_To do_
In how many lines of the data below does the word "image" appear? Reply with the number and nothing more.

_Information shown_

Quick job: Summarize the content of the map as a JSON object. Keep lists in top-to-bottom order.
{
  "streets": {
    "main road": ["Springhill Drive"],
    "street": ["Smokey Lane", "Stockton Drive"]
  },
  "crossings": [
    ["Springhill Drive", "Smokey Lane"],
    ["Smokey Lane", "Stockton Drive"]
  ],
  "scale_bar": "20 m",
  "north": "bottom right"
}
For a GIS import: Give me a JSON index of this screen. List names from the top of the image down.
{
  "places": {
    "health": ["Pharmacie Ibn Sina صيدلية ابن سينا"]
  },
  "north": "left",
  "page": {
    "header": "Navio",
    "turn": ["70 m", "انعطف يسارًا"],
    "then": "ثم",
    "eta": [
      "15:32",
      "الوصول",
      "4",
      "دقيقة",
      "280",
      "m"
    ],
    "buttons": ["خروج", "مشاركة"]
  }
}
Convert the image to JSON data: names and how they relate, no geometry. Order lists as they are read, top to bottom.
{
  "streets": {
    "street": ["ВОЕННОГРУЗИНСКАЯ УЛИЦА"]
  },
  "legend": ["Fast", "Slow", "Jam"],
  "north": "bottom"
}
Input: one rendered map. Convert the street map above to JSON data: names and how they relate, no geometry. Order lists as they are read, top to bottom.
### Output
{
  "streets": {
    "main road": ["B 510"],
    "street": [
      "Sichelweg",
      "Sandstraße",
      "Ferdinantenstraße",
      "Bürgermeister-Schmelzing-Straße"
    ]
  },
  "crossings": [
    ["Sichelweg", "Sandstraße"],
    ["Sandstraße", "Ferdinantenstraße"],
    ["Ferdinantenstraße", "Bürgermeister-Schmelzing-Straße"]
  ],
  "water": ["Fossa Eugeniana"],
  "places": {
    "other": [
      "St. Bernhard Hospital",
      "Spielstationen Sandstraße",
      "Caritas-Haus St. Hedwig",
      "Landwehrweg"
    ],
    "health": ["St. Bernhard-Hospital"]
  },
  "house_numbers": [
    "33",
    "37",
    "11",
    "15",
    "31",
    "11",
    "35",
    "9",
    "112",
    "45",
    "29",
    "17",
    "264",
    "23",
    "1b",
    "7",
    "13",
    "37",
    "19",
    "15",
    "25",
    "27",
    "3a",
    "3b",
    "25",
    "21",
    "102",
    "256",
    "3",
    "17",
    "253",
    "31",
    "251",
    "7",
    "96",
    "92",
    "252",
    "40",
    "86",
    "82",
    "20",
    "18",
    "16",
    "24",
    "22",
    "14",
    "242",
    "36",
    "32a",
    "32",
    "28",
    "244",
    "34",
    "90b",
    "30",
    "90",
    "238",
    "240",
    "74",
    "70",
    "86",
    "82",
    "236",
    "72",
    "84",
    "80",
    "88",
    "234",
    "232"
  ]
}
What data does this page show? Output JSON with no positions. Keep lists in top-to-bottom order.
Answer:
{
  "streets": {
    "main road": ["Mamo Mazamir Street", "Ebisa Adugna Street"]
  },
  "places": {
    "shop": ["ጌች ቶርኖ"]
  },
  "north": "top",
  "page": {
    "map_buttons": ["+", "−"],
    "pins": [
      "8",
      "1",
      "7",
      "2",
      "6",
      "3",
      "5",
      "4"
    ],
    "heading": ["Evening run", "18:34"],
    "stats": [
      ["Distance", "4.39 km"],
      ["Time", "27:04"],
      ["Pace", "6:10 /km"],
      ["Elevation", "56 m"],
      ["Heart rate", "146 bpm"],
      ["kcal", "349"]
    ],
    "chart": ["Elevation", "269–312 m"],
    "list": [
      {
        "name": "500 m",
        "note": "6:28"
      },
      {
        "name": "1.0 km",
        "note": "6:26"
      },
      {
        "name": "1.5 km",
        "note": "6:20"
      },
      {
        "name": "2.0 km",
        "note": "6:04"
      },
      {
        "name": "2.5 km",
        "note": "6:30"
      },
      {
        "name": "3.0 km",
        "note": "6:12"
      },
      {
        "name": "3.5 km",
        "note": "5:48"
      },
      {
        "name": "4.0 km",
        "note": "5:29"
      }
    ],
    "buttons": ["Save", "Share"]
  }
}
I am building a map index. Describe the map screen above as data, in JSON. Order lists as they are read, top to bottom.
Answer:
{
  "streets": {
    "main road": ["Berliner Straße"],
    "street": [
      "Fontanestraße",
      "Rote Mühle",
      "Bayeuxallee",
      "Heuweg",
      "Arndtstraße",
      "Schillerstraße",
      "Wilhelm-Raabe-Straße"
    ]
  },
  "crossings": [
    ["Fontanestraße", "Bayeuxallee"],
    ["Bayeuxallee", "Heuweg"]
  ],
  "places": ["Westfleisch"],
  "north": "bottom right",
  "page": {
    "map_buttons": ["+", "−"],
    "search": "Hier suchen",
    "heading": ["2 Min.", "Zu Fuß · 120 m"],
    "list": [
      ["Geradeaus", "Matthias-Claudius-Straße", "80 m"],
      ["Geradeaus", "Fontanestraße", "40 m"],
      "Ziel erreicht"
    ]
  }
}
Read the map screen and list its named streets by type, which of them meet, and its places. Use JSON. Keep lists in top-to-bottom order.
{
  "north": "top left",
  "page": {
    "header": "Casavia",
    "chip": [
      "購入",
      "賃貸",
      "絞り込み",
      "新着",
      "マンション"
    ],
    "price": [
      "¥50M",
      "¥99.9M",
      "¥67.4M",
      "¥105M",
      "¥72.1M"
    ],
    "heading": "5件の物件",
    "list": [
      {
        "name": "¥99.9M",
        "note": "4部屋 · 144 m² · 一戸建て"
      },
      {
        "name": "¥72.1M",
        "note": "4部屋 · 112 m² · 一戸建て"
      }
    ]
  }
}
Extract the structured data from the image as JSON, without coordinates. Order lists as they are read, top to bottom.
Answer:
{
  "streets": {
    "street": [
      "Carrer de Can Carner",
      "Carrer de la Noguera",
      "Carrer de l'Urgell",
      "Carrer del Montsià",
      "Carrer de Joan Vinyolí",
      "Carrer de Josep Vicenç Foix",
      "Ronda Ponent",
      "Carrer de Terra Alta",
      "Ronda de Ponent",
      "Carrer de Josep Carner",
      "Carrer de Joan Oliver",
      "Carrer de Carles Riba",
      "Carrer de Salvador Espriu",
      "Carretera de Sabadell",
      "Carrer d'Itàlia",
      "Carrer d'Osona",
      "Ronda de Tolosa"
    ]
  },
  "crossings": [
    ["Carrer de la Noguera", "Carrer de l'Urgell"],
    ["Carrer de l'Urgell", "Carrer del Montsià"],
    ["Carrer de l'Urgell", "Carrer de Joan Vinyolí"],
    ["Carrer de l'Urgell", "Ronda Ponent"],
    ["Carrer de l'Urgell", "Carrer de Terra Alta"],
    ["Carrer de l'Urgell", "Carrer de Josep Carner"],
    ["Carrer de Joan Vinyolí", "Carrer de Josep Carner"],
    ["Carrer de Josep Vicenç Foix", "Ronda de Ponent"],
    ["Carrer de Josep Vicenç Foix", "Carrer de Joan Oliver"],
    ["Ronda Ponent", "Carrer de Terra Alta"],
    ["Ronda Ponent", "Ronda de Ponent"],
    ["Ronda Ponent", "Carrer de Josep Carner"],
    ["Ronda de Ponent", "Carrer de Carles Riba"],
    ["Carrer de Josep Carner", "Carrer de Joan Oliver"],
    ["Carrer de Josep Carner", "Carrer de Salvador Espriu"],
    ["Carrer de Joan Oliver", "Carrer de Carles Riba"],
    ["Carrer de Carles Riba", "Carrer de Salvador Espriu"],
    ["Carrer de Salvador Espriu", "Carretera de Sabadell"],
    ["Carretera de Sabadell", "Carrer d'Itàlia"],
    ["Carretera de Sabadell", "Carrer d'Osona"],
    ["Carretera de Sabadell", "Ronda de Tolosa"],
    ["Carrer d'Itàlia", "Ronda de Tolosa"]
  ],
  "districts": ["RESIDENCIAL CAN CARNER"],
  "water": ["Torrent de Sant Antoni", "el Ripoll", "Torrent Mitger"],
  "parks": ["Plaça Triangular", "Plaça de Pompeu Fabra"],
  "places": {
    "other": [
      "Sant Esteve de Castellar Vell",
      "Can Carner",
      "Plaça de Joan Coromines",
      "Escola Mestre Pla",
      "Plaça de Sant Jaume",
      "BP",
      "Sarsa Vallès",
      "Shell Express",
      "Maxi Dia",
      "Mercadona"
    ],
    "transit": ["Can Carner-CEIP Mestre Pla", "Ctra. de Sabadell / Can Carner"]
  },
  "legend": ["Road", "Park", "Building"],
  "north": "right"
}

_Finished task_
3